The evolution of the savings rate influences that of activity: in the long term, a lasting rise in the savings rate is favorable to the accumulation of productive capital and therefore generally to growth, but in the short term, it weighs on demand. Assessing households' trade-off between consumption and savings is therefore a key element in the development of a macroeconomic scenario.
Today, the impact of inflation on this trade-off raises questions. Faced with high inflation, will households devote a greater part of their income to immediate consumption, in order to avoid future price rises, or on the contrary, as empirical studies carried out in France in the 1980s pointed out, to their savings, in order to protect their real value? Is this behavior, known as the real balance effect, likely to delay the return of the savings rate to its pre-health crisis level?
In order to assess the impact of inflation on the household savings rate, this note proposes an estimation of the consumption function over the long term, using data available since 1949. The early 1980s, characterized, like the current period, by a high household savings rate and strong inflation, is thus included in the analysis.

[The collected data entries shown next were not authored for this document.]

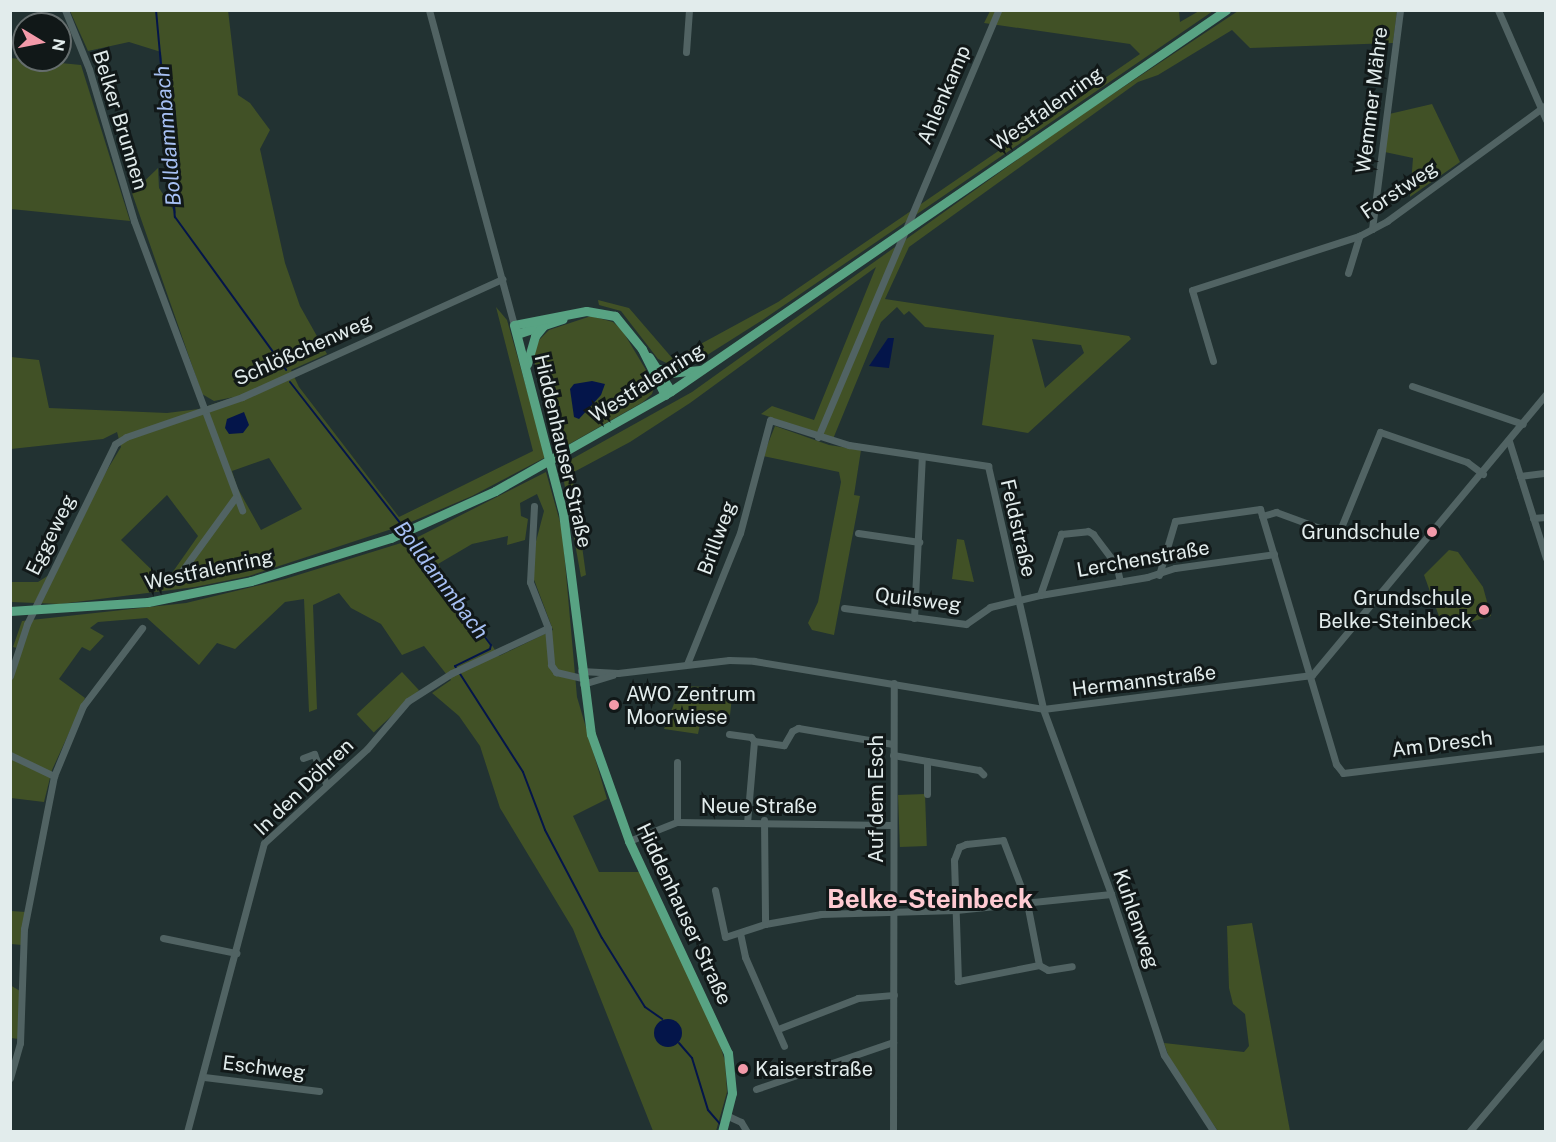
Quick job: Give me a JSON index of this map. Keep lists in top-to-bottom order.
{
  "streets": {
    "main road": ["Westfalenring", "Hiddenhauser Straße"],
    "street": [
      "Ahlenkamp",
      "Wemmer Mähre",
      "Belker Brunnen",
      "Forstweg",
      "Schlößchenweg",
      "Feldstraße",
      "Eggeweg",
      "Brillweg",
      "Lerchenstraße",
      "Quilsweg",
      "Hermannstraße",
      "Am Dresch",
      "In den Döhren",
      "Auf dem Esch",
      "Neue Straße",
      "Kuhlenweg",
      "Eschweg"
    ]
  },
  "crossings": [
    ["Ahlenkamp", "Feldstraße"],
    ["Wemmer Mähre", "Forstweg"],
    ["Belker Brunnen", "Schlößchenweg"],
    ["Schlößchenweg", "Hiddenhauser Straße"],
    ["Schlößchenweg", "Eggeweg"],
    ["Hiddenhauser Straße", "Hermannstraße"],
    ["Hiddenhauser Straße", "In den Döhren"],
    ["Hiddenhauser Straße", "Neue Straße"],
    ["Feldstraße", "Brillweg"],
    ["Feldstraße", "Lerchenstraße"],
    ["Feldstraße", "Quilsweg"],
    ["Feldstraße", "Hermannstraße"],
    ["Feldstraße", "Kuhlenweg"],
    ["Brillweg", "Hermannstraße"],
    ["Lerchenstraße", "Quilsweg"],
    ["Hermannstraße", "Am Dresch"],
    ["Hermannstraße", "Auf dem Esch"],
    ["Hermannstraße", "Kuhlenweg"],
    ["In den Döhren", "Eschweg"],
    ["Auf dem Esch", "Neue Straße"]
  ],
  "districts": ["Belke-Steinbeck"],
  "water": ["Bolldammbach"],
  "places": [
    "Grundschule",
    "Grundschule Belke-Steinbeck",
    "AWO Zentrum Moorwiese",
    "Kaiserstraße"
  ],
  "north": "right"
}
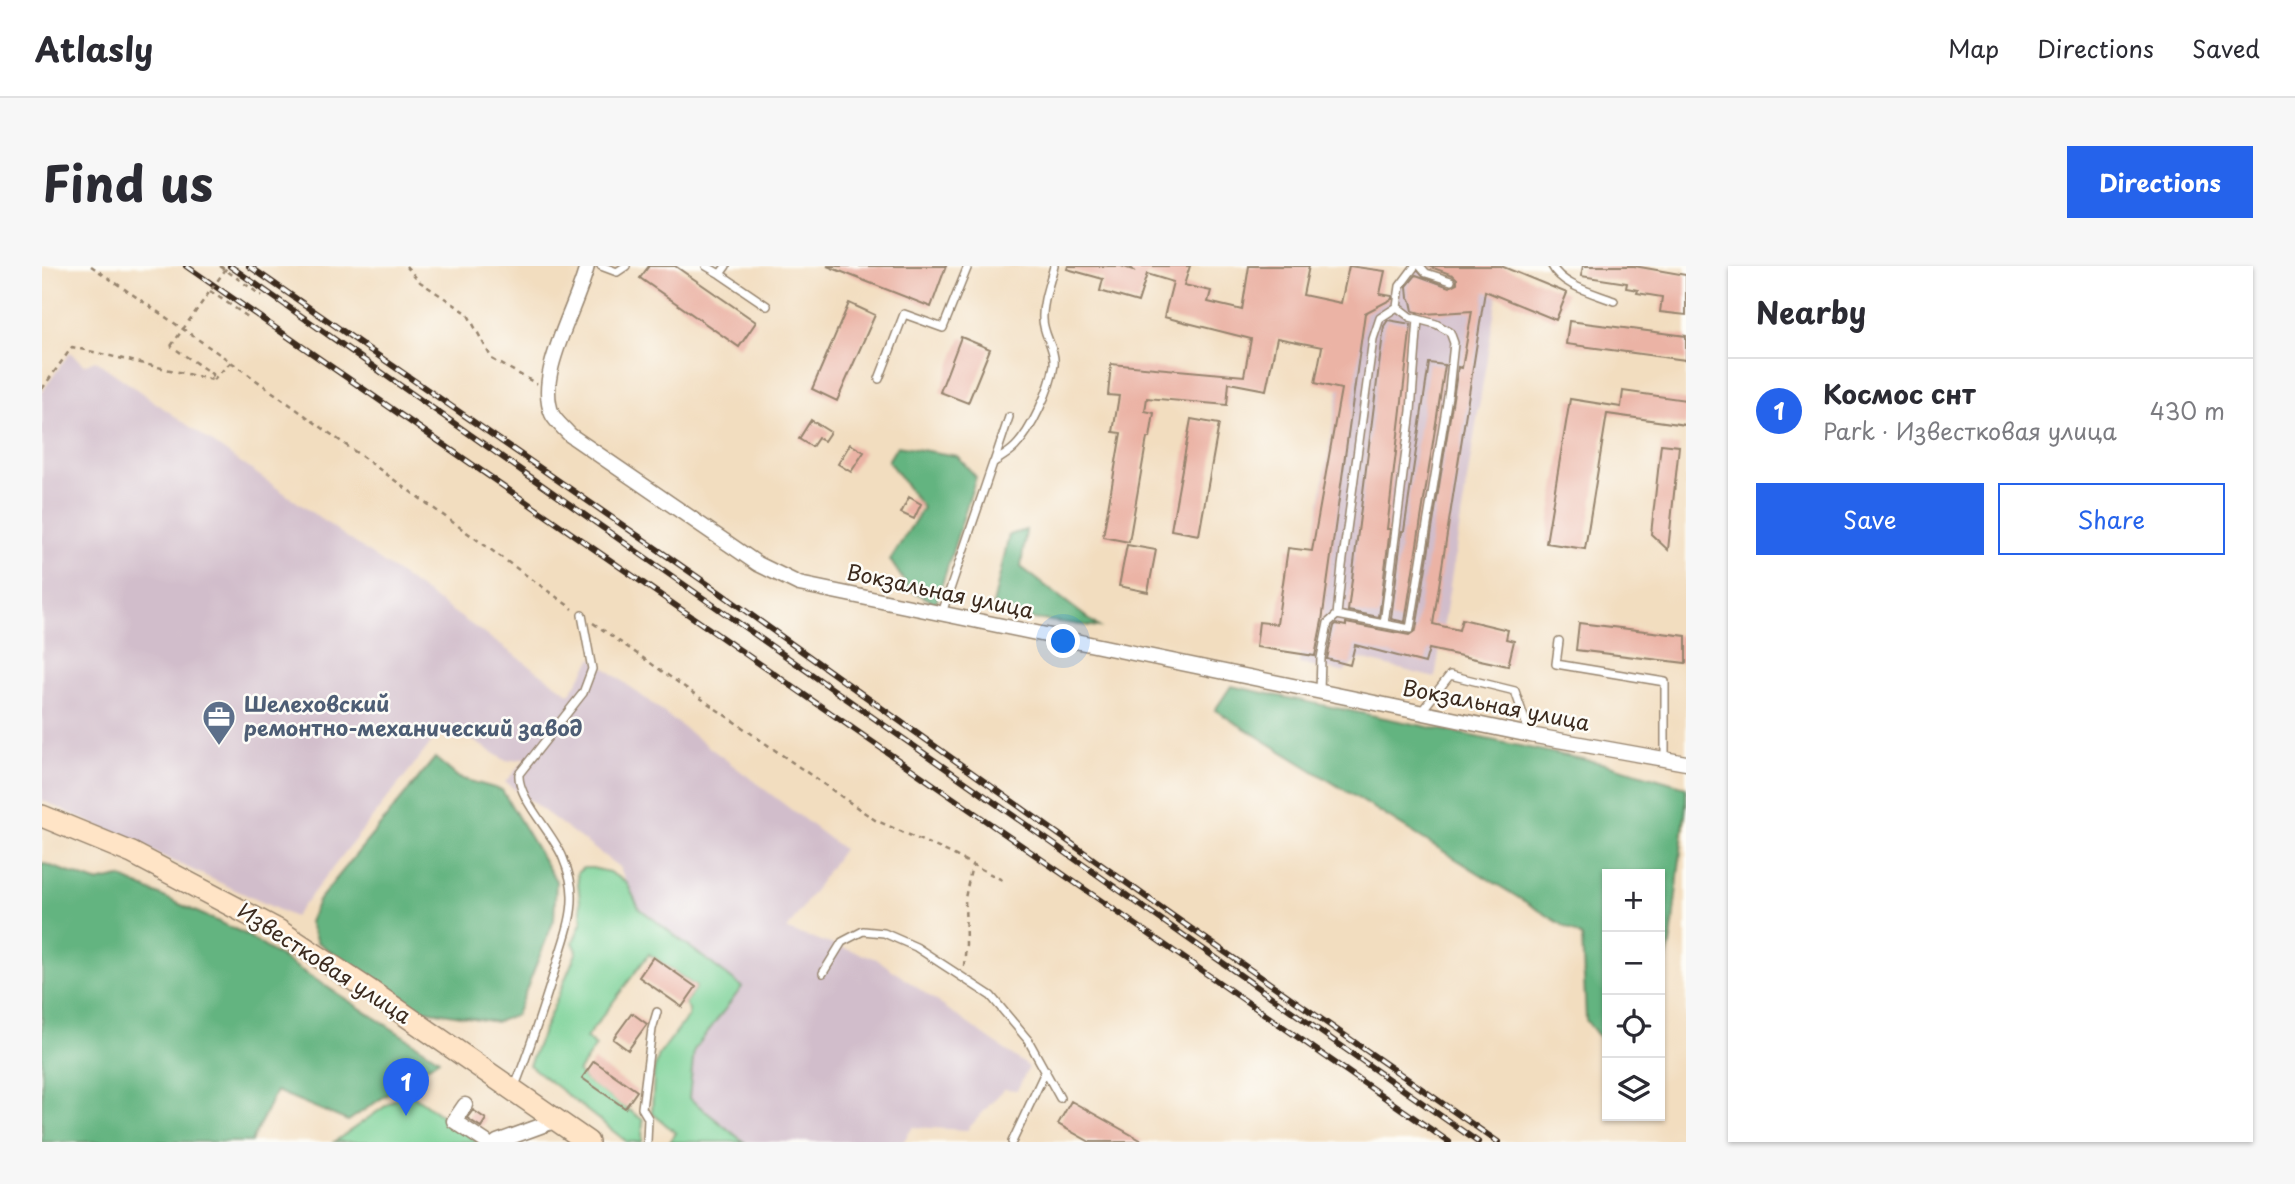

This modelling shows that, over the estimation period, inflation does not have an impact on consumption in terms of level, but rather in terms of variation, with a rise in inflation leading to a temporary decrease in household consumption in volume terms. Conversely, the level of inflation does not seem to have a lasting significant impact on consumption and therefore on the savings rate, which calls into question the existence of a real balance effect in France.
As a consequence, the post-Covid rise in the savings rate could be explained in part, but only in part, by the surge in inflation. This impact would be purely temporary, and inflation should therefore gradually cease to support the savings rate. However, the evolution of the savings rate in the coming years will depend primarily on the other, as yet unexplained, factors that have led to its increase from its pre-Covid level.